#### Records for this task:
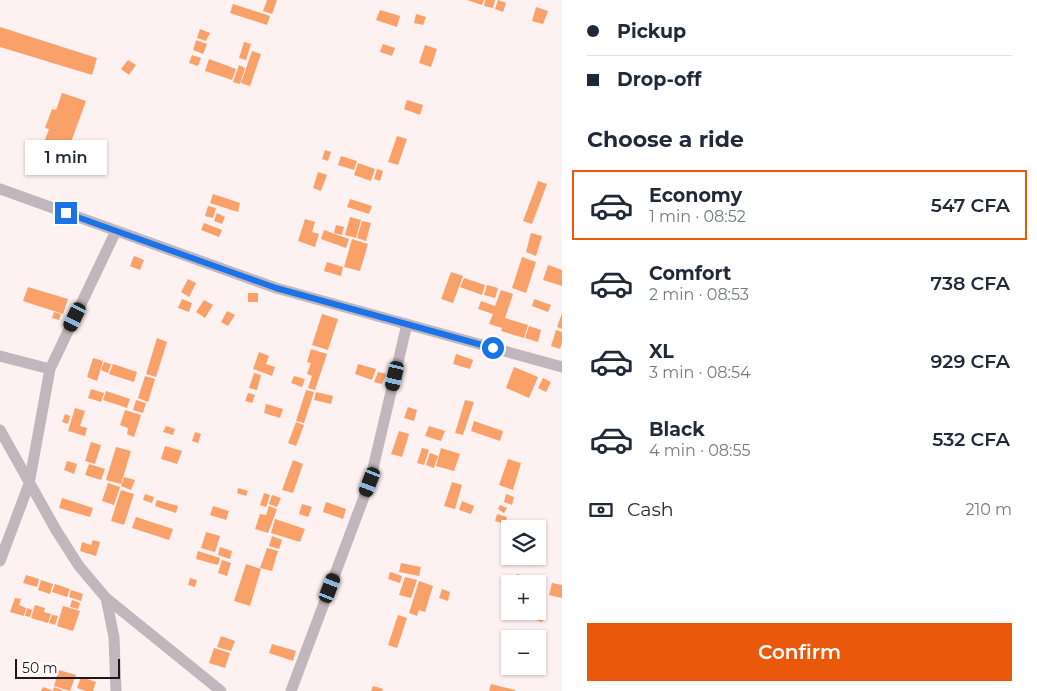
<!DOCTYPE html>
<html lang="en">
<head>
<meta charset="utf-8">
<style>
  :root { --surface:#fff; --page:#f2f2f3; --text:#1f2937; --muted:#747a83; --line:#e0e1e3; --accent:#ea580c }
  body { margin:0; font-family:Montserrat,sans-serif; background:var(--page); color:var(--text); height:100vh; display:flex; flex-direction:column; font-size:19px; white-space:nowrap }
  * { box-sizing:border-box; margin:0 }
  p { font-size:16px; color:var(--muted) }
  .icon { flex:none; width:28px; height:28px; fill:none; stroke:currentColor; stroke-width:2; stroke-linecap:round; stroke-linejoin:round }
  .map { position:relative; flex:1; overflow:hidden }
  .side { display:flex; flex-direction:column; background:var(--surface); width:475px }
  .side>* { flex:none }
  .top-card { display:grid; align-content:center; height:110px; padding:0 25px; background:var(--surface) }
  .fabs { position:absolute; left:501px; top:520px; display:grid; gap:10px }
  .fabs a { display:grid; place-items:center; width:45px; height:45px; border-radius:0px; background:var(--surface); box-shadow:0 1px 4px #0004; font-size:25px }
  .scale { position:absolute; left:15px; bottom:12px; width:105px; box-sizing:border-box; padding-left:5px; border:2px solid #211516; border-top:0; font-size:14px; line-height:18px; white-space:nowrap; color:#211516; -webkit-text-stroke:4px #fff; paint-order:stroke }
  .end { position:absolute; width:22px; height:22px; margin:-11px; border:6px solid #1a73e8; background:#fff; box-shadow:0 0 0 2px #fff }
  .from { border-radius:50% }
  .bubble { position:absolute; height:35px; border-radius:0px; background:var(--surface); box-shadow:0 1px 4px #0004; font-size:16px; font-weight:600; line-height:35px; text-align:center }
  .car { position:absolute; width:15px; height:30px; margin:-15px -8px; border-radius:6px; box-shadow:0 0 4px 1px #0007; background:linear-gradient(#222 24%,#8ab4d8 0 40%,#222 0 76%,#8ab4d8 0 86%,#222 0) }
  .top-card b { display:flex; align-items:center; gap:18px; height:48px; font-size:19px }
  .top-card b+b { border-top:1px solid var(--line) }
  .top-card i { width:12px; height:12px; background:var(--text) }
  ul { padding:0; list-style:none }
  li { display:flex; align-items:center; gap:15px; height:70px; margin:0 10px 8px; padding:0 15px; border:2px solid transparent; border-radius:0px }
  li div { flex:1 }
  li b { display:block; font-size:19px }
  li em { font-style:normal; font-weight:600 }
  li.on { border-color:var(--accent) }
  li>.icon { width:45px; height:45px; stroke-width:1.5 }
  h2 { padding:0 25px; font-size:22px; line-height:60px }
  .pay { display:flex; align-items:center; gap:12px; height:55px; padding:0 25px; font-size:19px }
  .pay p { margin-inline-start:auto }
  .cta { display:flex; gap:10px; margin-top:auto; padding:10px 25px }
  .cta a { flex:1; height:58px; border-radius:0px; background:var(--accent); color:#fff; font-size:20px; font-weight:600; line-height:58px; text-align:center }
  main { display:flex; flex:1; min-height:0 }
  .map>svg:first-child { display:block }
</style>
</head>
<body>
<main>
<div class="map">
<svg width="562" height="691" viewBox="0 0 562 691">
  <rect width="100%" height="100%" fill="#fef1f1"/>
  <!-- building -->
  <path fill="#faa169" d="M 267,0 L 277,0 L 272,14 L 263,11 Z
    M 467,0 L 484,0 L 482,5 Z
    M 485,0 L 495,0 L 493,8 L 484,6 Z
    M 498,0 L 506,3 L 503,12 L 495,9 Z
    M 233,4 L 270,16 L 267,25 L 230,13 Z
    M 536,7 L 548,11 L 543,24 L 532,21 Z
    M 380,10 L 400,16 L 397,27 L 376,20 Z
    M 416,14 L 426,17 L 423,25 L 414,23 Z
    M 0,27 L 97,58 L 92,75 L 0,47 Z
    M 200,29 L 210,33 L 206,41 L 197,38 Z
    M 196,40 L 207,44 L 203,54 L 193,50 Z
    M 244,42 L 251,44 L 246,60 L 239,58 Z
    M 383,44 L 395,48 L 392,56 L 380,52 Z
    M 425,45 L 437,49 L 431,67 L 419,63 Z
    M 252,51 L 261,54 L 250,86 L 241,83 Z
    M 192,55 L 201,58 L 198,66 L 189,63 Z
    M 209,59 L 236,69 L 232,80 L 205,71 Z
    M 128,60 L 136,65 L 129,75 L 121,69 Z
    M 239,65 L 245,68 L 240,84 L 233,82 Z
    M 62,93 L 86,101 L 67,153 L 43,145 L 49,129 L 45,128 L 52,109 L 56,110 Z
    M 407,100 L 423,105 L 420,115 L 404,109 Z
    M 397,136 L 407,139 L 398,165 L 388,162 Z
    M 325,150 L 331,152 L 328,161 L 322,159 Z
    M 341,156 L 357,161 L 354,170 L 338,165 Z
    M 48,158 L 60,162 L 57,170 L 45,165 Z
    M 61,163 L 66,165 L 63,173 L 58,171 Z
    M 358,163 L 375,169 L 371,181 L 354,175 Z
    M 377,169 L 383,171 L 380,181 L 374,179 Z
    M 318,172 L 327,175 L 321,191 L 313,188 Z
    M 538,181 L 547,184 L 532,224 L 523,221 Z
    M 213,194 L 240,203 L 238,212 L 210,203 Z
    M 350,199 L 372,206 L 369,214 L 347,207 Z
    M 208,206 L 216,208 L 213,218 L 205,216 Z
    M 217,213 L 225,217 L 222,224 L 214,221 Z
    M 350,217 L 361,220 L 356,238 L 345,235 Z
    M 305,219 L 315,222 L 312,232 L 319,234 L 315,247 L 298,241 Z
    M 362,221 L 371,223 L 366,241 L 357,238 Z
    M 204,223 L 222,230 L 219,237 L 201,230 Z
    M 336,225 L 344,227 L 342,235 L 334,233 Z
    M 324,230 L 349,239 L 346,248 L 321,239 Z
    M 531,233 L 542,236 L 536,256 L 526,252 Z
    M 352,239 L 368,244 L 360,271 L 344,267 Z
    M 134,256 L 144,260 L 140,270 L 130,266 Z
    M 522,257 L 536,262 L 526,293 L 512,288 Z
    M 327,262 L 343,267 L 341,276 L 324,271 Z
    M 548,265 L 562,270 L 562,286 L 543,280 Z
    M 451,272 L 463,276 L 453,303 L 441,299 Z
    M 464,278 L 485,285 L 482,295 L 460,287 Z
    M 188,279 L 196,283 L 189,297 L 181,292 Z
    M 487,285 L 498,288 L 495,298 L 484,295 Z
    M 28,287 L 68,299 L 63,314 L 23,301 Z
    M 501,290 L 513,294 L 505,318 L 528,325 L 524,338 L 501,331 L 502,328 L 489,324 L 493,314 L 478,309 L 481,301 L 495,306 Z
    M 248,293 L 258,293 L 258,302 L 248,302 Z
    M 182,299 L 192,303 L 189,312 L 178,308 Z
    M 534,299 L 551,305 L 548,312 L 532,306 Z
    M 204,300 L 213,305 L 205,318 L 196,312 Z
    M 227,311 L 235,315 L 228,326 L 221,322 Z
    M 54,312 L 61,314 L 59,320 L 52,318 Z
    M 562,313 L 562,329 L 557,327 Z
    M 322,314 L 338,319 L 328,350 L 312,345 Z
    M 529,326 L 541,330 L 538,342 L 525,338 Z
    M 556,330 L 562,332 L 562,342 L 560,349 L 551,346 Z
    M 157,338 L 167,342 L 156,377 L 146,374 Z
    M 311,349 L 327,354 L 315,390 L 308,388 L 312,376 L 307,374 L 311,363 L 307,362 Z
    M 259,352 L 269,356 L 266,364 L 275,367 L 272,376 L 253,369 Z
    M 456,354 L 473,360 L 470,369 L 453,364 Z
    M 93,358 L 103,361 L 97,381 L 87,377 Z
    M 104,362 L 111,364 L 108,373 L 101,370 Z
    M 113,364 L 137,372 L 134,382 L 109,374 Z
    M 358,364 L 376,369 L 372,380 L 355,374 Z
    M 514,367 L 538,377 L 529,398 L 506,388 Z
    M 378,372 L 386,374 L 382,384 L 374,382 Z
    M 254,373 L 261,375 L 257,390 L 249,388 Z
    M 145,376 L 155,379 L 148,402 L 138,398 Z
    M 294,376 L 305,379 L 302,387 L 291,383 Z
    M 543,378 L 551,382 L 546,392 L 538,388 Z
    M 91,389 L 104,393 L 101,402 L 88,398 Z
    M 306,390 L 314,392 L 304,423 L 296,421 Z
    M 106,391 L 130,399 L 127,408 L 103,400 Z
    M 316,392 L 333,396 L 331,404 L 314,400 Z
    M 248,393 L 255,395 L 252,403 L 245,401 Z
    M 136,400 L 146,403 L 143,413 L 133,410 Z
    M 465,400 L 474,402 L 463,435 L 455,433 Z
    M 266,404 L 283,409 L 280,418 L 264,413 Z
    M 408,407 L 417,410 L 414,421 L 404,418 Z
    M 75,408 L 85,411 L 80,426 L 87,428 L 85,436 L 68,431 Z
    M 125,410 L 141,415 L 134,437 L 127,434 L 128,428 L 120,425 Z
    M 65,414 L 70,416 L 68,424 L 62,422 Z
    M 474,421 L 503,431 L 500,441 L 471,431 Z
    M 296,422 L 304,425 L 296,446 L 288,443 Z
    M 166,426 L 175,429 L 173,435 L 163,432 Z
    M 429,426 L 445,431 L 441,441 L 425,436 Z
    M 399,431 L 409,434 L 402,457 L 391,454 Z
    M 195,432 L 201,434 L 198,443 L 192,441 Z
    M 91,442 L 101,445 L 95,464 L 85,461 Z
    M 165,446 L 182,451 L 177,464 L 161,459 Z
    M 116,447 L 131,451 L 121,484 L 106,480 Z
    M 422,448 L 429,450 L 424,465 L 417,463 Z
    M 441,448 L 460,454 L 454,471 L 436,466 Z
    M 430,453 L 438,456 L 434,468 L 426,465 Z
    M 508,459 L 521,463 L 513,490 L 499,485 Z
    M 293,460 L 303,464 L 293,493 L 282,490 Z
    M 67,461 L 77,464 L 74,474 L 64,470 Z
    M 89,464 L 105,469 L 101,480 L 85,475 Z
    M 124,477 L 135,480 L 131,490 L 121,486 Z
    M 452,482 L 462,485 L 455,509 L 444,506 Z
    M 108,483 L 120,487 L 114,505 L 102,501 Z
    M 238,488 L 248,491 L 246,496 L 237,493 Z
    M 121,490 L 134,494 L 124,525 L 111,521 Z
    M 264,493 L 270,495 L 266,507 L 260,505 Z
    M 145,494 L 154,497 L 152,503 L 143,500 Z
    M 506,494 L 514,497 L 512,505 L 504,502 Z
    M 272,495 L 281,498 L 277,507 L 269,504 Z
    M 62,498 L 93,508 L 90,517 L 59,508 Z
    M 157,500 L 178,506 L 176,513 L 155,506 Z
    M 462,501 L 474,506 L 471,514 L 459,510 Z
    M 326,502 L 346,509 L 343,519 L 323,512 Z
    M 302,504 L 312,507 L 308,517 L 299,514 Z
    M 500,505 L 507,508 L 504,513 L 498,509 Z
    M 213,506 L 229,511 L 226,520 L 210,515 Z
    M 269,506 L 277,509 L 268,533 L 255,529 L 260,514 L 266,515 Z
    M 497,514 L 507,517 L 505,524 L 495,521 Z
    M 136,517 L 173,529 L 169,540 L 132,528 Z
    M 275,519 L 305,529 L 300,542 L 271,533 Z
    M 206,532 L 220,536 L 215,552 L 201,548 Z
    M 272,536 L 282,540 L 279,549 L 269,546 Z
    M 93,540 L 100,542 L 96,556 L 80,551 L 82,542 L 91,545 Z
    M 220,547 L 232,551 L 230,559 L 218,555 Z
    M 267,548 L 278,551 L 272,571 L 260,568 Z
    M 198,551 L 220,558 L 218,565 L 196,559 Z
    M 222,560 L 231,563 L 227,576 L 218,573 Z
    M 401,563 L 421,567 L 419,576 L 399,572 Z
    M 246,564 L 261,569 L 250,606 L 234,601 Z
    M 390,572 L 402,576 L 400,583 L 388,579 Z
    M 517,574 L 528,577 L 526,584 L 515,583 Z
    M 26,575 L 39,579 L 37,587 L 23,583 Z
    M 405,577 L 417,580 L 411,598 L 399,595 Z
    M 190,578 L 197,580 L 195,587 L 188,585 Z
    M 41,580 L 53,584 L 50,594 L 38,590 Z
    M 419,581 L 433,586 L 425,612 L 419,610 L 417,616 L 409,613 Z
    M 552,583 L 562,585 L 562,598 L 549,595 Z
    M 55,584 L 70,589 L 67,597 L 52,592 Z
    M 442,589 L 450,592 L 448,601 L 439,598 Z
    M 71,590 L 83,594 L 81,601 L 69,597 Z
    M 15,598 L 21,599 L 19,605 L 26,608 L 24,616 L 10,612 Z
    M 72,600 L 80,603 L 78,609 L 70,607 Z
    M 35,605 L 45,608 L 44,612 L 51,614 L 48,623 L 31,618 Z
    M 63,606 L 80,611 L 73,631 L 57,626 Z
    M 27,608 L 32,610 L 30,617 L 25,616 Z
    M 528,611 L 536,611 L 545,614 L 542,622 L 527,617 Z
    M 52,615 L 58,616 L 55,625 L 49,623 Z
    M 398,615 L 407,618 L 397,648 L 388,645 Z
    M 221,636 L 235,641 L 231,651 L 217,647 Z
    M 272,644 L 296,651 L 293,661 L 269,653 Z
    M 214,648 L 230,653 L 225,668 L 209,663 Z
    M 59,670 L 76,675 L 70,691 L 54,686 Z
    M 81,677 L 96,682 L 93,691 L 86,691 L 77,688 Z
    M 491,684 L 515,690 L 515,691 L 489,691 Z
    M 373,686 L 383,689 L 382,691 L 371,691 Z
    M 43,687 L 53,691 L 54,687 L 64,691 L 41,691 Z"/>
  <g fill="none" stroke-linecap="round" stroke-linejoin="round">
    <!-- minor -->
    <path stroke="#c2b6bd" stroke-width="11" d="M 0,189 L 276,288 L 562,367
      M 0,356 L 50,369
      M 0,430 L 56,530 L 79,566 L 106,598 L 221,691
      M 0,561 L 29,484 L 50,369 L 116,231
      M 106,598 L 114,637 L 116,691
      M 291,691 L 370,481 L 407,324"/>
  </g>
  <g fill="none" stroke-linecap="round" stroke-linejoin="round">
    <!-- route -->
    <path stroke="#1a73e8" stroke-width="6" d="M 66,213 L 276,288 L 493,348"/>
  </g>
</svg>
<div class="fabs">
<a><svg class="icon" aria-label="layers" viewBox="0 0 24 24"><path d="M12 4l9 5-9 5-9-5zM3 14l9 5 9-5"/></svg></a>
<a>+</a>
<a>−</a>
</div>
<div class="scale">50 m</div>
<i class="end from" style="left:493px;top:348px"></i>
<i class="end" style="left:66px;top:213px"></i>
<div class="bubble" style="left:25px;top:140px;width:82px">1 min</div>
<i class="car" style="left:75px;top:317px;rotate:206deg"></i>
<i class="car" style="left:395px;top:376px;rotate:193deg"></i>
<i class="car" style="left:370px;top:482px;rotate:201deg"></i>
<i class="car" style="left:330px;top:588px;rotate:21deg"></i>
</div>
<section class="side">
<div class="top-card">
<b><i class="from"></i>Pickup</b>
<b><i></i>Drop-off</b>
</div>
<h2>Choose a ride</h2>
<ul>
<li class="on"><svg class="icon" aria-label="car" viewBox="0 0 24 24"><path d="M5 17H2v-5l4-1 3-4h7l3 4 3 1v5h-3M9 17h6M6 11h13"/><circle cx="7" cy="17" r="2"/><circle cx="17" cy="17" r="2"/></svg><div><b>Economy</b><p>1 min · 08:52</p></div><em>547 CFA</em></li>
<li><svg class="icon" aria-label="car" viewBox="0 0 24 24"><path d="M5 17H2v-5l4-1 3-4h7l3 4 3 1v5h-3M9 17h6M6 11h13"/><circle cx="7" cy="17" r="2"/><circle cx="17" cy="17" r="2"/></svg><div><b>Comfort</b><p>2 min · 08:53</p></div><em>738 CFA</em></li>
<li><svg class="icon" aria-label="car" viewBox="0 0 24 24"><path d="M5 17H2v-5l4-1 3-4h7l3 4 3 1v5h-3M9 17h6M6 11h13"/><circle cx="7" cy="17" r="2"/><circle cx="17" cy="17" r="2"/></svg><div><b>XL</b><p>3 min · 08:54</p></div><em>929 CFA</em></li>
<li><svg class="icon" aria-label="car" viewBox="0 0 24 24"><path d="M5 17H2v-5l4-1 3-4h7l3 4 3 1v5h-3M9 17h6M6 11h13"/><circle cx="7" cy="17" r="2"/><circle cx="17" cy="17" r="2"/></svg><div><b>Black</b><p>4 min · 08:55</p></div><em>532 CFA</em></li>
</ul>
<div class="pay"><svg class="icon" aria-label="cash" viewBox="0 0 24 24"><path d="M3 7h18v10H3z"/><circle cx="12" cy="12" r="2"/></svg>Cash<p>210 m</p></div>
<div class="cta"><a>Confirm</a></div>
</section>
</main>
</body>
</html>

#### Description of the task:
Look through the records and copy every line that has the word "body".

#### Response box:
  body { margin:0; font-family:Montserrat,sans-serif; background:var(--page); color:var(--text); height:100vh; display:flex; flex-direction:column; font-size:19px; white-space:nowrap }
<body>
</body>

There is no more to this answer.